(Extracted records)
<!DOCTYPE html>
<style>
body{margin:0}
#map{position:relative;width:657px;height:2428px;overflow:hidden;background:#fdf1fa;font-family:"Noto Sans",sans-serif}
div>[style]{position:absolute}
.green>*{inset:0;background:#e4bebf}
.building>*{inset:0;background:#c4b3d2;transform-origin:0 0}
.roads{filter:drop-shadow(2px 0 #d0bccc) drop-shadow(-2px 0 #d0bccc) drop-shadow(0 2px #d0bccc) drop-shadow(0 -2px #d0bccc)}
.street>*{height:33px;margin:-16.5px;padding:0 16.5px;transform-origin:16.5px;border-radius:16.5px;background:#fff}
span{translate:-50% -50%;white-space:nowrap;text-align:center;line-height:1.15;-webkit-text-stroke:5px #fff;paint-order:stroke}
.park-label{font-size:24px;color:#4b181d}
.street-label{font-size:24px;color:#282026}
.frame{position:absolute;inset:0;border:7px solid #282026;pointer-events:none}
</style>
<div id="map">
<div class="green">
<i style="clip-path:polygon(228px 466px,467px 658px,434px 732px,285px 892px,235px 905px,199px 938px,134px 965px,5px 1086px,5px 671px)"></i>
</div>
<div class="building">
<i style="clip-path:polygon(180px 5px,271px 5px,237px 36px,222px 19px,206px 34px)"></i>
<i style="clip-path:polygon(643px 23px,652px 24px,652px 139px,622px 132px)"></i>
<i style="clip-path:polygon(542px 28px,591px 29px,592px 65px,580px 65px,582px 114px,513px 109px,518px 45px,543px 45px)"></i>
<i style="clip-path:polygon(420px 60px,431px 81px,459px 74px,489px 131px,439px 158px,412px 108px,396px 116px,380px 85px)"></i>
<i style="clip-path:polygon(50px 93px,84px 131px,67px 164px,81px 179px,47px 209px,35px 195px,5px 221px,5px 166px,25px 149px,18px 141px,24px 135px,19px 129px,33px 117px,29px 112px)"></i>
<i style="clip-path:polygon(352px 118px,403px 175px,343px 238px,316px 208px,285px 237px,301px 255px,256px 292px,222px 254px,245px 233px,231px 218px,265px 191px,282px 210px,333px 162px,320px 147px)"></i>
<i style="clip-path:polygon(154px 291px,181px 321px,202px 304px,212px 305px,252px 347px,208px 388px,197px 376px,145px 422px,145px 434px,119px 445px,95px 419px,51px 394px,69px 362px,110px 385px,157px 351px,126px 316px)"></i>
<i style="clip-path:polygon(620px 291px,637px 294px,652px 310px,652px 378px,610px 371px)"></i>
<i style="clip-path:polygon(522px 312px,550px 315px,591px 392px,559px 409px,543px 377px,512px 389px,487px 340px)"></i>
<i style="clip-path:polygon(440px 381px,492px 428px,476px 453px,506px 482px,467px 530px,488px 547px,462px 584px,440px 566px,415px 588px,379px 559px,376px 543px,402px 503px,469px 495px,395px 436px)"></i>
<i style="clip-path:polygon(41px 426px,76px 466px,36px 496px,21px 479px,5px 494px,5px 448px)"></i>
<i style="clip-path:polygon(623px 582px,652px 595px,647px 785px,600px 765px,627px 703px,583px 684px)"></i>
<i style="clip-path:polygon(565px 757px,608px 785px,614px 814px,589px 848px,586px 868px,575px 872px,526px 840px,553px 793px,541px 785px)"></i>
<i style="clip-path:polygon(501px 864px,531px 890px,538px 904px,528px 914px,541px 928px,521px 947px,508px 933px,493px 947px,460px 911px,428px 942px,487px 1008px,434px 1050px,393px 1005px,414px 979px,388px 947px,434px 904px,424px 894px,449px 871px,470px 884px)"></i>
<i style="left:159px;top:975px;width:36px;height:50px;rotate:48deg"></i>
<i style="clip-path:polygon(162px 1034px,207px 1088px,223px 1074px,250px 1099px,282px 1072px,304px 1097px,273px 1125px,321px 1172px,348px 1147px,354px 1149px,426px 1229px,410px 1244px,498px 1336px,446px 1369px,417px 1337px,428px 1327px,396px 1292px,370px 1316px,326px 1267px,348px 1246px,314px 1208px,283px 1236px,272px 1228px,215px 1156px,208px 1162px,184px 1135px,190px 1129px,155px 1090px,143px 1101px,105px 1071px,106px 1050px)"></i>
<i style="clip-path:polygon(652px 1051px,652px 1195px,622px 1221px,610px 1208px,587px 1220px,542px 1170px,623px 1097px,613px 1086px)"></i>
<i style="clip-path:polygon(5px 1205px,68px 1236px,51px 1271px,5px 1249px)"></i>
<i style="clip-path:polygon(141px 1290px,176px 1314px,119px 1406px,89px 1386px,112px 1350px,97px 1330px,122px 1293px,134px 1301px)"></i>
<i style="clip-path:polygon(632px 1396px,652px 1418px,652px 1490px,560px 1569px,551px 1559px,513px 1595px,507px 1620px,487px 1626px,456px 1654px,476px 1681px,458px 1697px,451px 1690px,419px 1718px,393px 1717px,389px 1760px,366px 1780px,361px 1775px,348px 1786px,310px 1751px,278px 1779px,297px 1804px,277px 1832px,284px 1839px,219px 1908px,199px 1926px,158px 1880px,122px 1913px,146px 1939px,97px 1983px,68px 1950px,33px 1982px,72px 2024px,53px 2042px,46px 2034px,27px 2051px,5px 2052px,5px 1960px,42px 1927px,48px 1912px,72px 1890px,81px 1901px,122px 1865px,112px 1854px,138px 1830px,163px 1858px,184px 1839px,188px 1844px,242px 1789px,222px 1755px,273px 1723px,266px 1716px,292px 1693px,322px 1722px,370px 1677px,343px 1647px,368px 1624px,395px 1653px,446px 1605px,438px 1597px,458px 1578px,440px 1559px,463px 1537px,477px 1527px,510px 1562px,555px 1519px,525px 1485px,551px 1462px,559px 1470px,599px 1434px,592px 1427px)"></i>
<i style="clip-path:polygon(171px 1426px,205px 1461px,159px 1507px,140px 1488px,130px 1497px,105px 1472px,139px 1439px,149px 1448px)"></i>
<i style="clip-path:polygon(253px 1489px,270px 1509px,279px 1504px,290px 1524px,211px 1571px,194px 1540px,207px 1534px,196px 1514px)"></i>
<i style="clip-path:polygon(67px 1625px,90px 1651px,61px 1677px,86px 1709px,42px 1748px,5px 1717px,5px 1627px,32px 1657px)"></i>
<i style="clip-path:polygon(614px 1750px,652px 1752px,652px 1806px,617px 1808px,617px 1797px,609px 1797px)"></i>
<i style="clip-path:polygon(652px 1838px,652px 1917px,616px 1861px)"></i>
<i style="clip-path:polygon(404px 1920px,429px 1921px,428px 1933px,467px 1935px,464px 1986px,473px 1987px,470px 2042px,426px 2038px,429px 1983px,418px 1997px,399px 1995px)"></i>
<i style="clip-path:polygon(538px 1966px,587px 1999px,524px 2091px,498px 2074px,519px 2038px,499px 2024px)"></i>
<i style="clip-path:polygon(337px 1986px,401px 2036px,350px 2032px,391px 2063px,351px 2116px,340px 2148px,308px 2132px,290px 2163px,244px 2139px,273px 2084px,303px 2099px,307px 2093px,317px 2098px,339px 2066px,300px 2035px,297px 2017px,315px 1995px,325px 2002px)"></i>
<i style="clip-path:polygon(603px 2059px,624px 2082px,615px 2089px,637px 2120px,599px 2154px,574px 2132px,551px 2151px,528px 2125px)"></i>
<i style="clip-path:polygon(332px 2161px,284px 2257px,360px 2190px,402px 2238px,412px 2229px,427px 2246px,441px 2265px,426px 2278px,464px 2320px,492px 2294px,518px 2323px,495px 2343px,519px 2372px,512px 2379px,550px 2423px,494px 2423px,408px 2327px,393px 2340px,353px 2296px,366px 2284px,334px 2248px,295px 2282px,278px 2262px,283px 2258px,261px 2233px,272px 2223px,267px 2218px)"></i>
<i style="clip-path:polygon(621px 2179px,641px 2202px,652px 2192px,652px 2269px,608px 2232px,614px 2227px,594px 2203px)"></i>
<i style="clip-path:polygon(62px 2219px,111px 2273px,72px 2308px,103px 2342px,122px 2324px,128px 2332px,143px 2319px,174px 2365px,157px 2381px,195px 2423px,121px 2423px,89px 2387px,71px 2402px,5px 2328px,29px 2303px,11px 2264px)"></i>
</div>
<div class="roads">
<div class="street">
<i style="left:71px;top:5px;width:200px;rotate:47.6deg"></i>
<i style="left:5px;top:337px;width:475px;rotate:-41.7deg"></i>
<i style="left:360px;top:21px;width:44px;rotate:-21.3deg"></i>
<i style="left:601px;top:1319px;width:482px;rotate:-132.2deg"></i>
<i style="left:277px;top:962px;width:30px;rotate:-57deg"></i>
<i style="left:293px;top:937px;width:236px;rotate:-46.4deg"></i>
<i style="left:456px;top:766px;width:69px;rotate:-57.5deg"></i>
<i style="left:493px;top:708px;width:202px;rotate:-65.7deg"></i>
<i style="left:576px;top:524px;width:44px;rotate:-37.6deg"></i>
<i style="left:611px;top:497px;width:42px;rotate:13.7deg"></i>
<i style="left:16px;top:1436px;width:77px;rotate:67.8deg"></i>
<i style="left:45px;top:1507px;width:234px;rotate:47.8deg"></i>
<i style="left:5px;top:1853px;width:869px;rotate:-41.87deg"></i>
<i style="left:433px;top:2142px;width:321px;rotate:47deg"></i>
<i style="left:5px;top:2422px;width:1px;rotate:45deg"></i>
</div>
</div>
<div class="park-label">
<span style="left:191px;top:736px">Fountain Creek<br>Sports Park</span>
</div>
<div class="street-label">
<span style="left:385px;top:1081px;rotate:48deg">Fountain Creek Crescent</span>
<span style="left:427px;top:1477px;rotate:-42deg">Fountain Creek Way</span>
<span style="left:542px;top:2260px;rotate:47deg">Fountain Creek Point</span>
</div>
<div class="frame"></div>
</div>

▸ **Work order**
Output the records above exactly, from their first line through the line that contains "0 #d0bccc) drop-shadow(-2px", and add nothing.

▸ **Answer section**
<!DOCTYPE html>
<style>
body{margin:0}
#map{position:relative;width:657px;height:2428px;overflow:hidden;background:#fdf1fa;font-family:"Noto Sans",sans-serif}
div>[style]{position:absolute}
.green>*{inset:0;background:#e4bebf}
.building>*{inset:0;background:#c4b3d2;transform-origin:0 0}
.roads{filter:drop-shadow(2px 0 #d0bccc) drop-shadow(-2px 0 #d0bccc) drop-shadow(0 2px #d0bccc) drop-shadow(0 -2px #d0bccc)}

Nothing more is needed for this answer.